Mahkeme, ayrıyeten patronun 4 aylık maaş meblağı olan 119 bin liranın yanı sıra işe başlatılmama tazminatı olarak 88 bin 500 lirayı çalışana ödemesine hükmetti.
‘İşçinin temel haklarına müdahale etmemelisin’
Davacının avukatı Ali Onar, iş akdinin haksız yere feshedildiğine inanan bayanın türel çaba başlattığını söyledi.
İşe iade davasının açılabilmesi için işyerinde en az 30 kişinin çalışması ve çalışanın da en az 6 aylık kıdeminin bulunması gerektiğine vurgu yapan Onar, şu değerlendirmelerde bulundu:
“İşveren, işe iadede 6 aylık çalışma kaidesini düşünerek hareket ediyor, hasebiyle 6 aylık fiyatsız müsaadenin kıdeme sayılmayacağı görüşüyle bu türlü bir fesih yoluna gidiyor. Fiyatsız izinde daha evvel karşılıklı mutabakat ve personelin onayı aranıyordu. Pandemide patrona tek taraflı fiyatsız müsaadeye çıkartma hakkı verildi. Buna nazaran prim günü sıfır olarak gösteriliyor ve kıdeme temel sayılmıyordu.”
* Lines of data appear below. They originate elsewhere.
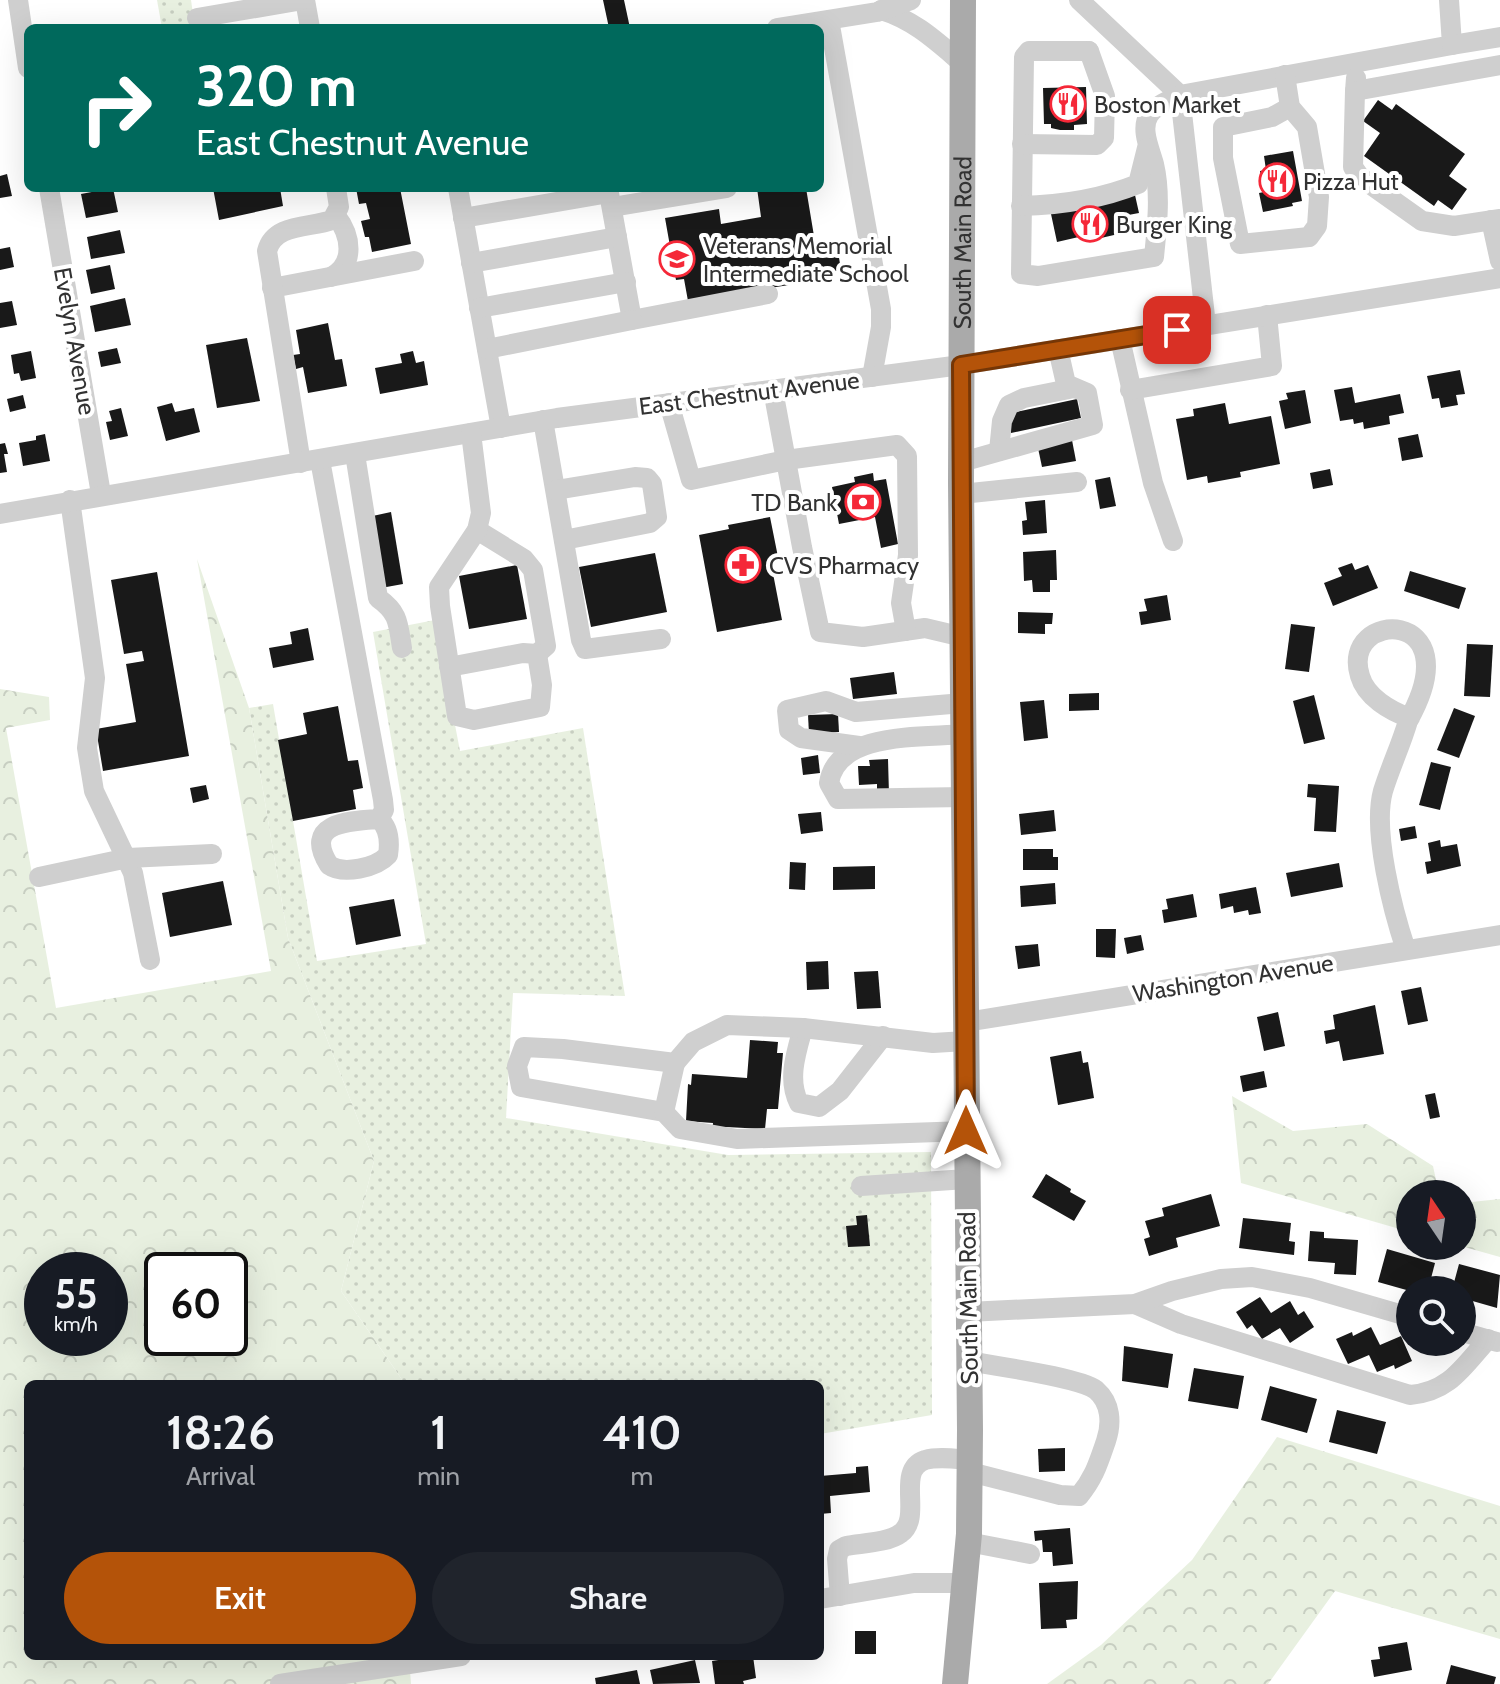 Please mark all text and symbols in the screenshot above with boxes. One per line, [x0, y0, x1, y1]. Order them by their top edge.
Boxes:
text: 320 m [196, 52, 357, 120]
icon: right [64, 56, 168, 160]
restaurant icon: Boston Market [1049, 85, 1087, 123]
place label: Boston Market [1094, 90, 1241, 119]
text: East Chestnut Avenue [196, 120, 529, 164]
street label: South Main Road [947, 156, 977, 329]
restaurant icon: Pizza Hut [1258, 162, 1296, 200]
place label: Pizza Hut [1303, 167, 1399, 196]
restaurant icon: Burger King [1071, 205, 1109, 243]
place label: Burger King [1116, 210, 1233, 239]
place label: Veterans Memorial Intermediate School [703, 231, 909, 288]
school or university icon: Veterans Memorial Intermediate School [658, 240, 696, 278]
street label: Evelyn Avenue [48, 265, 102, 417]
pin [1143, 296, 1211, 364]
icon: arrive [1155, 308, 1199, 352]
street label: East Chestnut Avenue [637, 365, 861, 421]
bank icon: TD Bank [844, 483, 882, 521]
place label: TD Bank [751, 488, 837, 517]
pharmacy icon: CVS Pharmacy [724, 546, 762, 584]
place label: CVS Pharmacy [769, 551, 919, 580]
street label: Washington Avenue [1131, 948, 1335, 1008]
position arrow [924, 1089, 1008, 1173]
north arrow [1396, 1180, 1476, 1260]
map controls [1396, 1180, 1476, 1356]
street label: South Main Road [952, 1211, 984, 1385]
speed limit sign: 60 [144, 1252, 248, 1356]
text: 55 [55, 1269, 97, 1318]
button: search [1396, 1276, 1476, 1356]
text: km/h [54, 1312, 98, 1336]
text: 18:26 [166, 1403, 275, 1461]
text: 1 [430, 1403, 447, 1461]
text: 410 [602, 1403, 682, 1461]
text: Arrival [186, 1460, 255, 1492]
text: min [417, 1460, 460, 1492]
text: m [631, 1460, 653, 1492]
button: Exit [64, 1552, 416, 1644]
button: Share [432, 1552, 784, 1644]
Covid-19 salgını periyodundaki fiyatsız müsaadenin 4857 sayılı İş Kanunu’nun 55. unsuruna nazaran “işveren tarafından verilen öbür izinler” başlığı altında değerlendirilmesini ve müsaade müddetinin kıdeme eklenmesi gerektiğini savunduklarını belirten Onar, mahkemenin salgın devrindeki fiyatsız müsaadesinin kıdeme temel hesaplamaya dahil edilmesi gerektiğine karar verdiğini lisana getirerek, “Ücretsiz müsaade kullandırabilirsin, ortada harikulâde bir durum var lakin çalışanın temel haklarına müdahale etmemelisin. Karar, mutlaklaşması halinde iş hukuku manasında önemli bir emsal teşkil edecek.” diye konuştu.